Clear["`*"]
P0 = 101300; c01 = 0.001*32.5; c06 = 13 Degree; c07 = 0 Degree; c18 =
0.001*25;
Z1 = 60/3000; N1 = 2*Pi/Z1; M2 = 0.001*60; L0 = 0.001*20; Tplot =
10*Z1; f20 = 1; f21 = 30;
x1[t_?NumericQ] := c01*Tan[ArcTan[Tan[c06]*Cos[N1*t]]]

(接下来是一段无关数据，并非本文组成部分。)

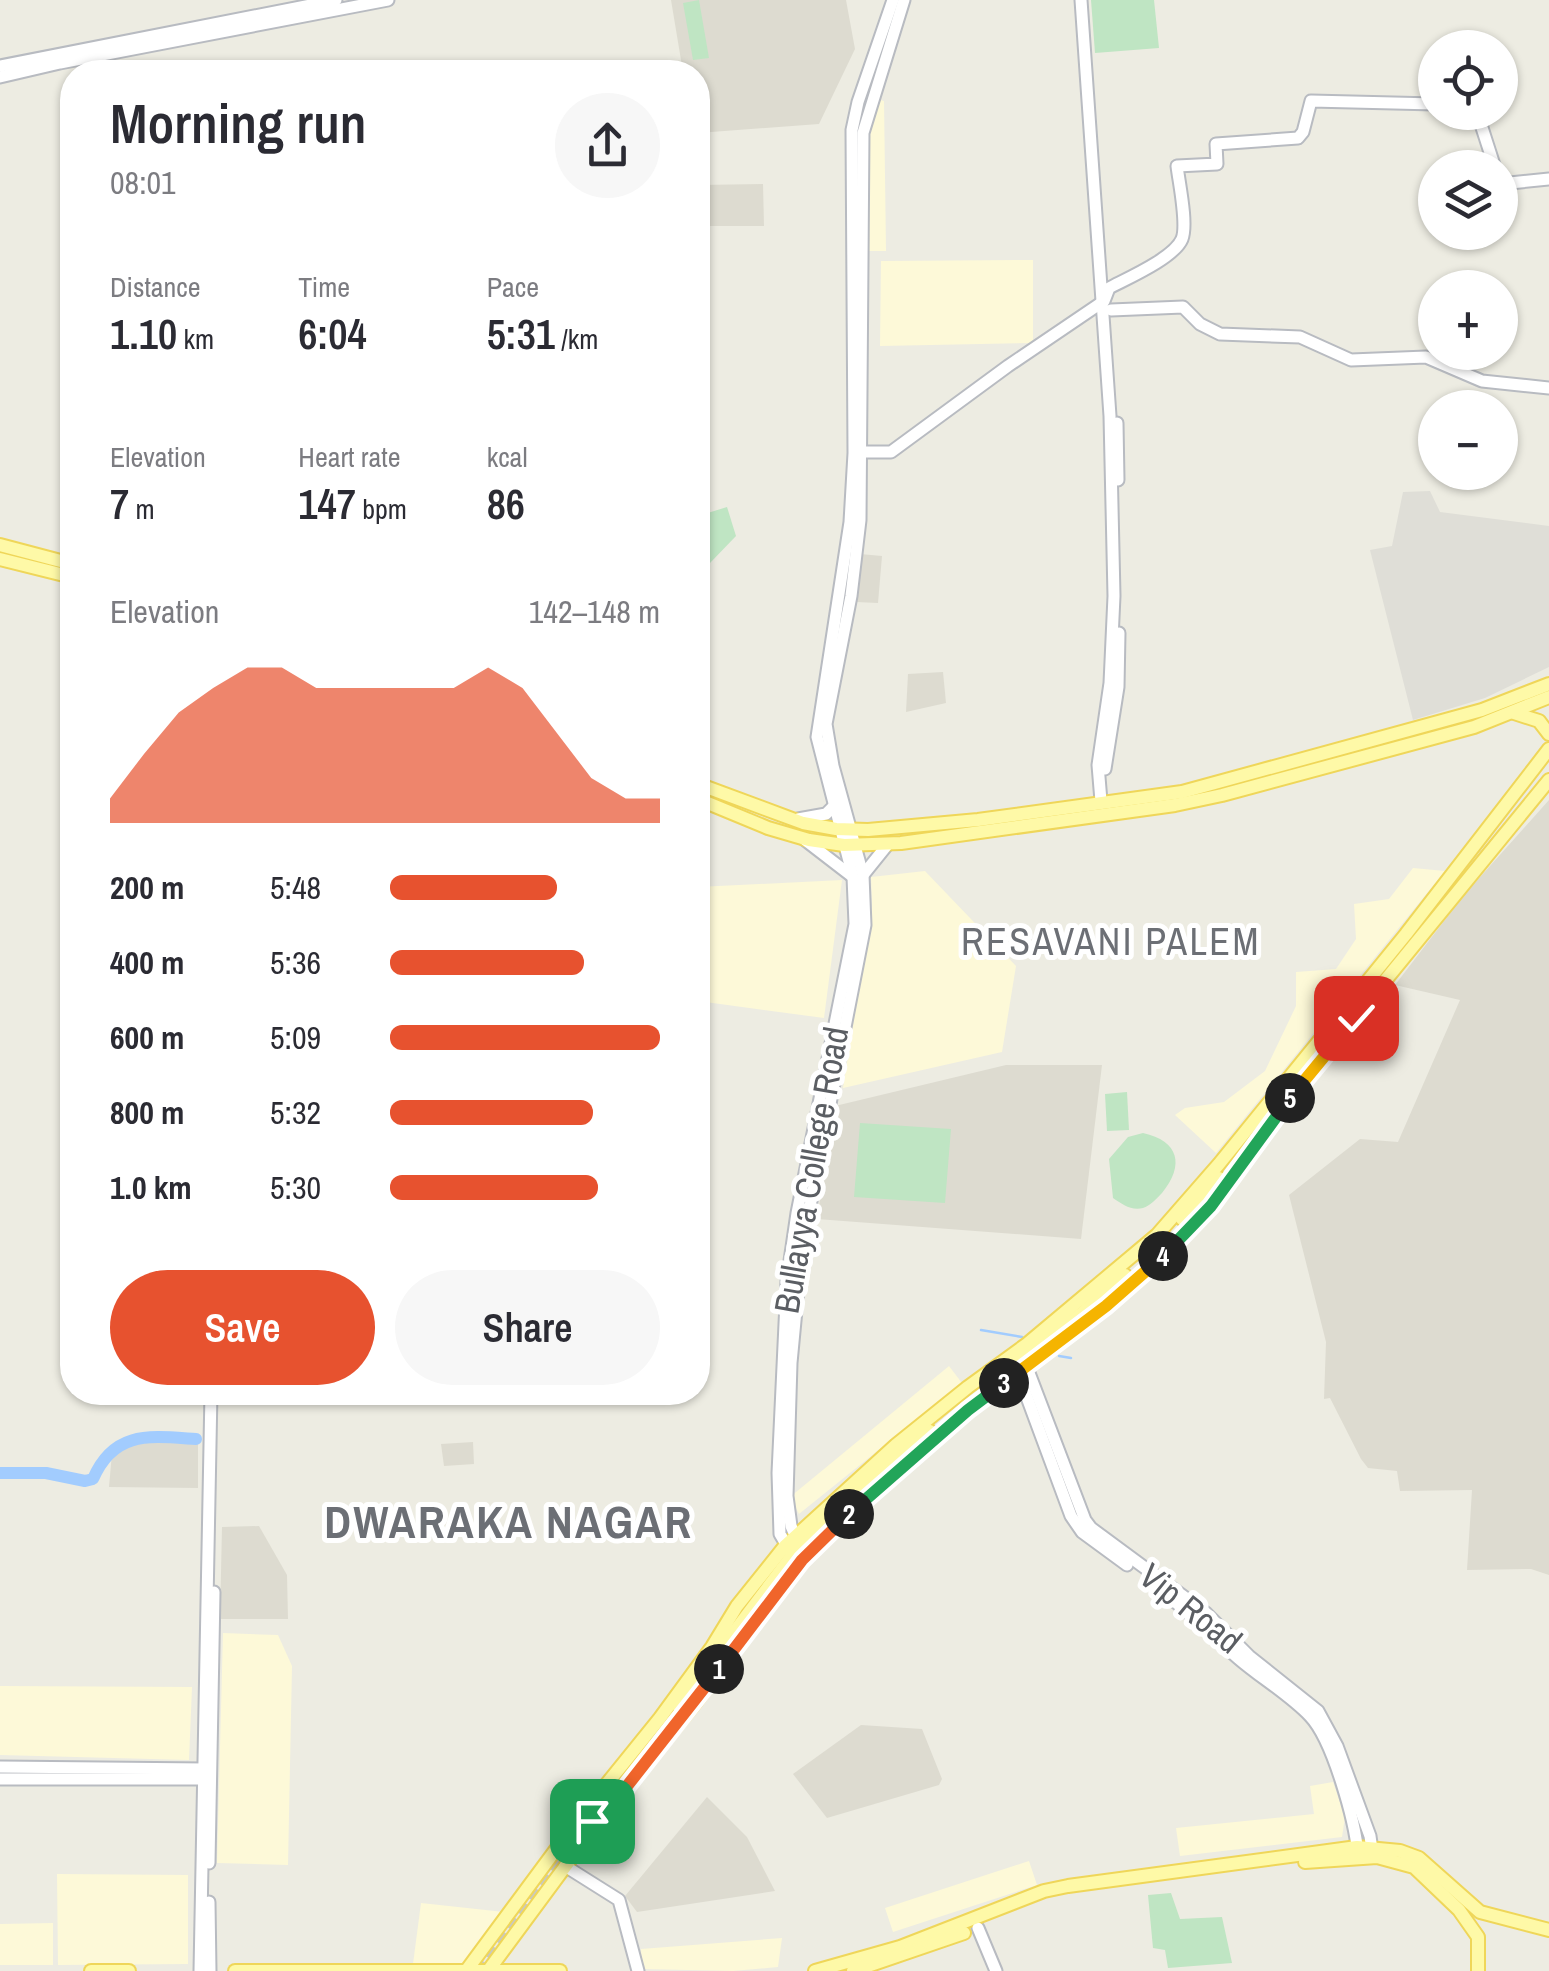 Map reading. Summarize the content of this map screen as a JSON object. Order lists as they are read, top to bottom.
{
  "streets": {
    "main road": ["Bullayya College Road", "Vip Road"]
  },
  "districts": ["RESAVANI PALEM", "DWARAKA NAGAR"],
  "page": {
    "map_buttons": ["+", "−"],
    "heading": ["Morning run", "08:01"],
    "stats": [
      ["Distance", "1.10 km"],
      ["Time", "6:04"],
      ["Pace", "5:31 /km"],
      ["Elevation", "7 m"],
      ["Heart rate", "147 bpm"],
      ["kcal", "86"]
    ],
    "chart": ["Elevation", "142–148 m"],
    "list": [
      {
        "name": "200 m",
        "note": "5:48"
      },
      {
        "name": "400 m",
        "note": "5:36"
      },
      {
        "name": "600 m",
        "note": "5:09"
      },
      {
        "name": "800 m",
        "note": "5:32"
      },
      {
        "name": "1.0 km",
        "note": "5:30"
      }
    ],
    "pins": [
      "5",
      "4",
      "3",
      "2",
      "1"
    ],
    "buttons": ["Save", "Share"]
  }
}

d20 = P0*Pi*(0.5*c18)^2*(L0/(#1 - #2) - 1) &;
d2[f_, x1_, x11_, x111_, x2_, x22_, x222_] :=
If[Abs[x11 - x22] < 10^-6,
If[Abs[M2*x111 - Evaluate@Apply[f, {x2, x1}]] <= f21, M2*x111,
Evaluate@Apply[f, {x2, x1}] + Sign[x111 - x222]*f21],
Evaluate@Apply[f, {x2, x1}] + f20*Sign[x11 - x22]];
eq = M2*x2''[t] ==
d2[d20, x1[t], x1'[t], x1''[t], x2[t], x2'[t], x2''[t]] -
M2*9.8*Sin[c07]
ini1 = x2[0] == L0 + (c01*Tan[ArcTan[Tan[c06]*Cos[N1*0]]])
ini2 = x2'[0] == -0.0001
s = NDSolve[{eq, ini1, ini2}, {x2[t], x2'[t], x2''[t]}, {t, 0, Tplot},
Method -> {"EquationSimplification" -> "Residual"}];
Plot[{x1[t], Evaluate[x2[t] /. s], 0.01*x1'[t],
0.01 Evaluate[x2'[t] /. s], -0.01*f20*
Sign[Evaluate[(x1'[t] - x2'[t]) /. s]],
0.001*Evaluate[
d2[d20, x1[t], x1'[t], x1''[t], x2[t], x2'[t], x2''[t]] /.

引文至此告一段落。